Tell how many lines below include the word "background". Only the number should appear.
---------- Data to examine
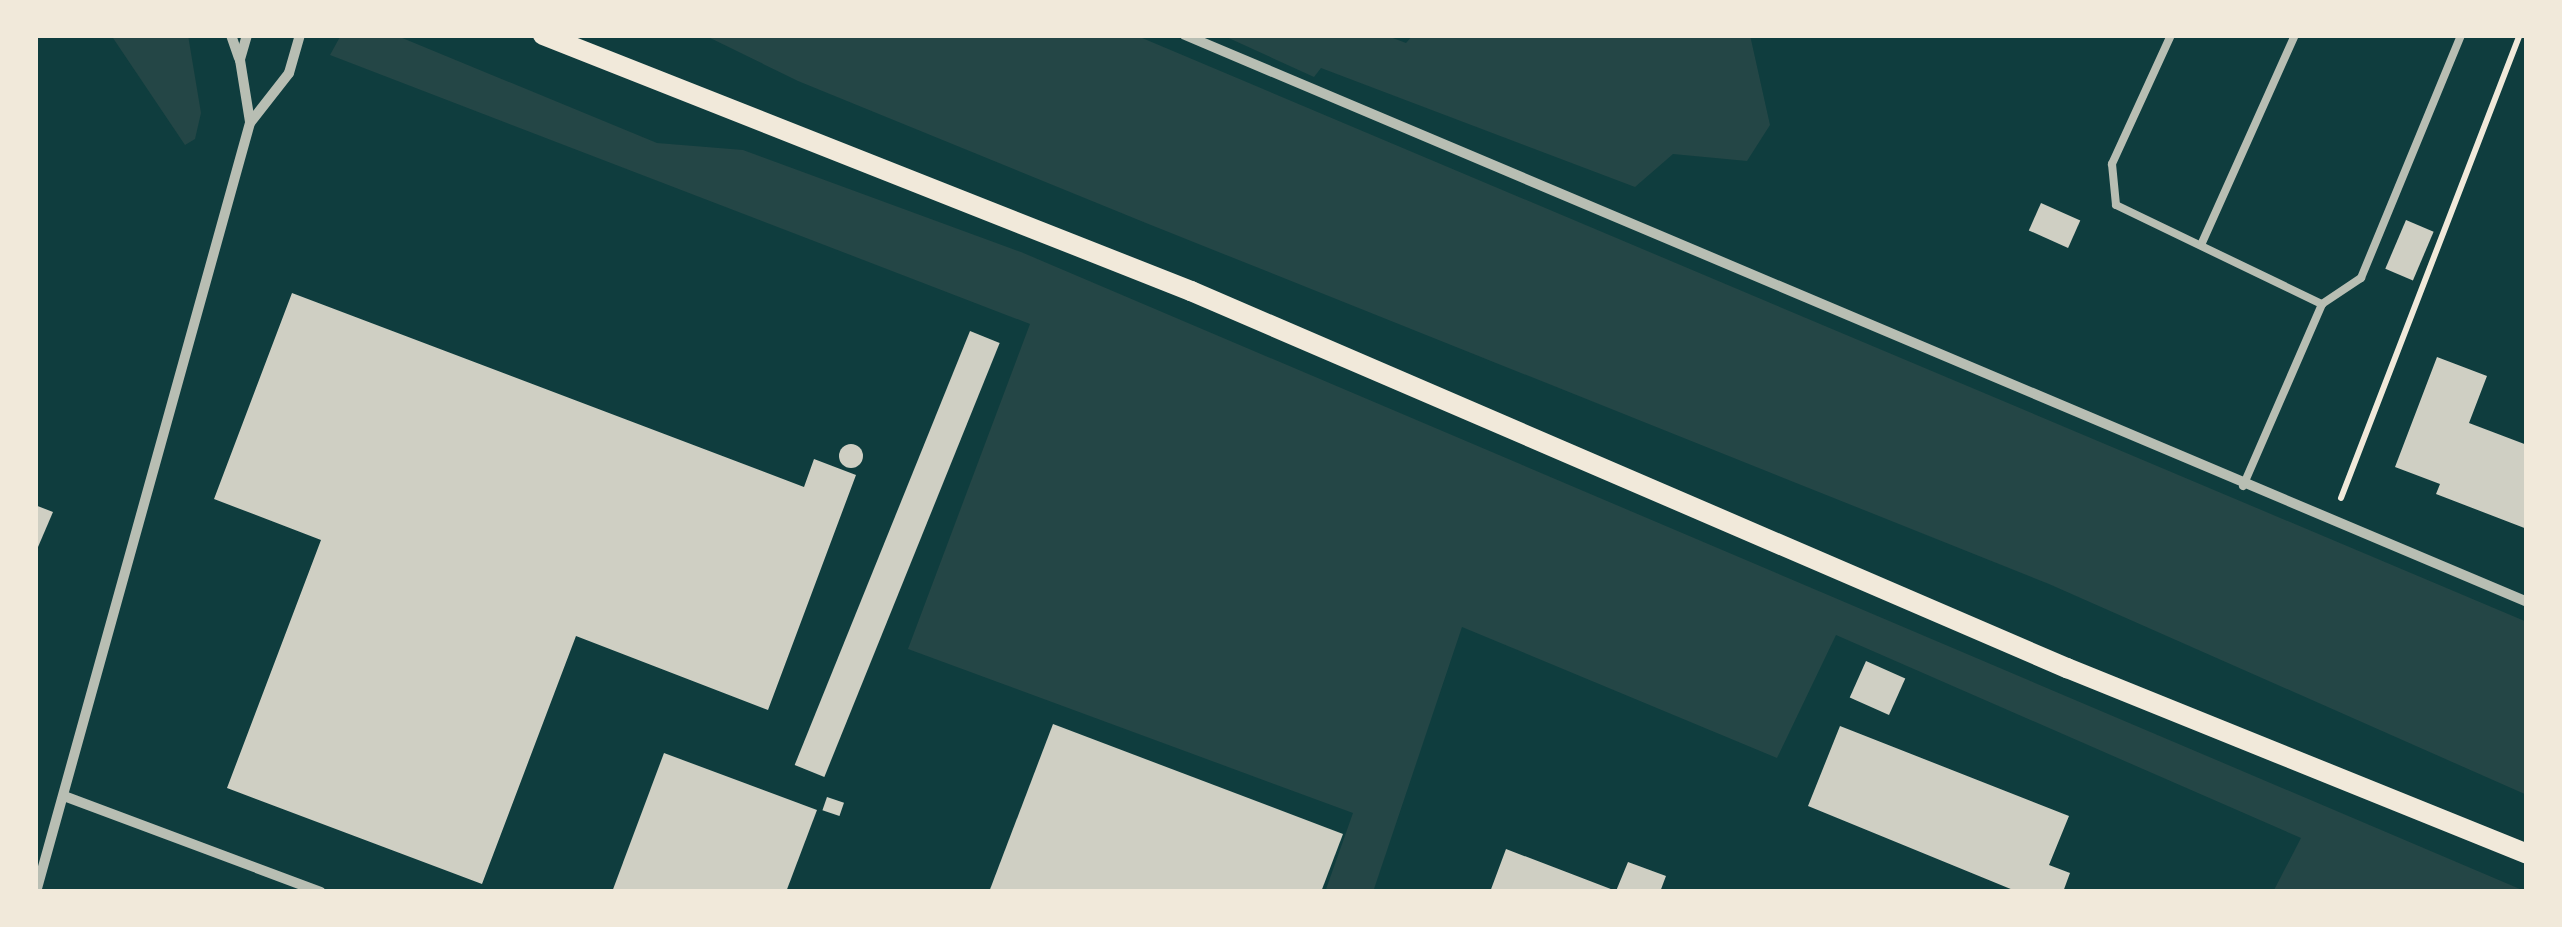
<!DOCTYPE html>
<style>
body{margin:0}
#map{position:relative;width:2562px;height:927px;overflow:hidden;background:#0f3d3e;font-family:Cabin,sans-serif}
div>[style]{position:absolute}
[style*='--x']{left:calc(var(--x)*1px);top:calc(var(--y)*1px);width:calc(var(--w)*1px);rotate:calc(var(--a)*1deg)}
.green>*{inset:0;background:#244646}
.building>*{inset:0;background:#cfcfc3;transform-origin:0 0}
.round{border-radius:50%}
.path>*{height:6px;margin:-3px;padding:0 3px;transform-origin:3px;border-radius:3px;background:#f1e9da}
.service>*{height:8px;margin:-4px;padding:0 4px;transform-origin:4px;border-radius:4px;background:#b8beb3}
.minor>*{height:10px;margin:-5px;padding:0 5px;transform-origin:5px;border-radius:5px;background:#b8beb3}
.secondary>*{height:20px;margin:-10px;padding:0 10px;transform-origin:10px;border-radius:10px;background:#f1e9da}
span{translate:-50% -50%;white-space:nowrap;text-align:center;line-height:1.15;-webkit-text-stroke:10px #f1e9da;paint-order:stroke}
.frame{position:absolute;inset:0;border:38px solid #f1e9da;pointer-events:none}
</style>
<div id="map">
<div class="green">
<i style="clip-path:polygon(111px 35px,188px 35px,201px 113px,195px 139px,185px 145px)"></i>
<i style="clip-path:polygon(341px 35px,395px 35px,657px 143px,743px 150px,1021px 252px,2527px 892px,2273px 892px,2301px 838px,1836px 635px,1777px 758px,1462px 627px,1373px 892px,1325px 892px,1353px 813px,908px 649px,1030px 324px,330px 55px)"></i>
<i style="clip-path:polygon(704px 35px,1135px 35px,2527px 622px,2527px 795px,2049px 584px,1146px 223px,798px 81px)"></i>
<i style="clip-path:polygon(1222px 35px,1385px 35px,1406px 43px,1413px 35px,1750px 35px,1770px 125px,1747px 161px,1673px 154px,1635px 187px,1321px 68px,1314px 77px)"></i>
</div>
<div class="building">
<i style="left:2041px;top:203px;width:43px;height:30px;rotate:24deg"></i>
<i style="left:2406px;top:220px;width:30px;height:53px;rotate:23deg"></i>
<i style="clip-path:polygon(292px 293px,804px 487px,814px 459px,856px 475px,768px 710px,576px 636px,482px 884px,227px 788px,321px 540px,214px 499px)"></i>
<i style="left:970px;top:331px;width:32px;height:468px;rotate:22deg"></i>
<i style="clip-path:polygon(2437px 357px,2487px 376px,2469px 423px,2527px 445px,2527px 529px,2436px 494px,2440px 484px,2395px 467px)"></i>
<i class="round" style="left:839px;top:444px;width:24px;height:24px"></i>
<i style="clip-path:polygon(35px 505px,53px 512px,35px 554px)"></i>
<i style="left:1866px;top:661px;width:43px;height:40px;rotate:24deg"></i>
<i style="clip-path:polygon(1053px 724px,1343px 834px,1321px 892px,989px 892px)"></i>
<i style="clip-path:polygon(1840px 726px,2069px 816px,2049px 865px,2070px 873px,2063px 892px,2018px 892px,1808px 806px)"></i>
<i style="clip-path:polygon(664px 753px,817px 810px,786px 892px,612px 892px)"></i>
<i style="left:827px;top:797px;width:18px;height:14px;rotate:19deg"></i>
<i style="clip-path:polygon(1506px 849px,1616px 891px,1628px 862px,1666px 876px,1660px 892px,1490px 892px)"></i>
</div>
<div class="path">
<i style="--x:2341;--y:498;--w:496;--a:-68.9"></i>
</div>
<div class="service">
<i style="--x:2171;--y:35;--w:142;--a:114.6"></i>
<i style="--x:2112;--y:164;--w:41;--a:84.4"></i>
<i style="--x:2116;--y:205;--w:229;--a:25.7"></i>
<i style="--x:2201;--y:245;--w:230;--a:-65.9"></i>
<i style="--x:2243;--y:486;--w:198;--a:-66.5"></i>
<i style="--x:2322;--y:304;--w:47;--a:-33.7"></i>
<i style="--x:2361;--y:278;--w:263;--a:-67.6"></i>
</div>
<div class="minor">
<i style="--x:231;--y:35;--w:24;--a:71"></i>
<i style="--x:247;--y:35;--w:26;--a:106"></i>
<i style="--x:240;--y:60;--w:63;--a:80.8"></i>
<i style="--x:1185;--y:35;--w:1457;--a:22.9"></i>
<i style="--x:64;--y:796;--w:274;--a:20.5"></i>
<i style="--x:36;--y:892;--w:798;--a:-74.45"></i>
<i style="--x:250;--y:123;--w:63;--a:-52"></i>
<i style="--x:289;--y:73;--w:40;--a:-74"></i>
</div>
<div class="secondary">
<i style="--x:543;--y:35;--w:697;--a:21.56"></i>
<i style="--x:1191;--y:291;--w:954;--a:23.29"></i>
<i style="--x:2067;--y:668;--w:496;--a:22"></i>
</div>
<div class="frame"></div>
</div>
--------------------
▶ Task answer
7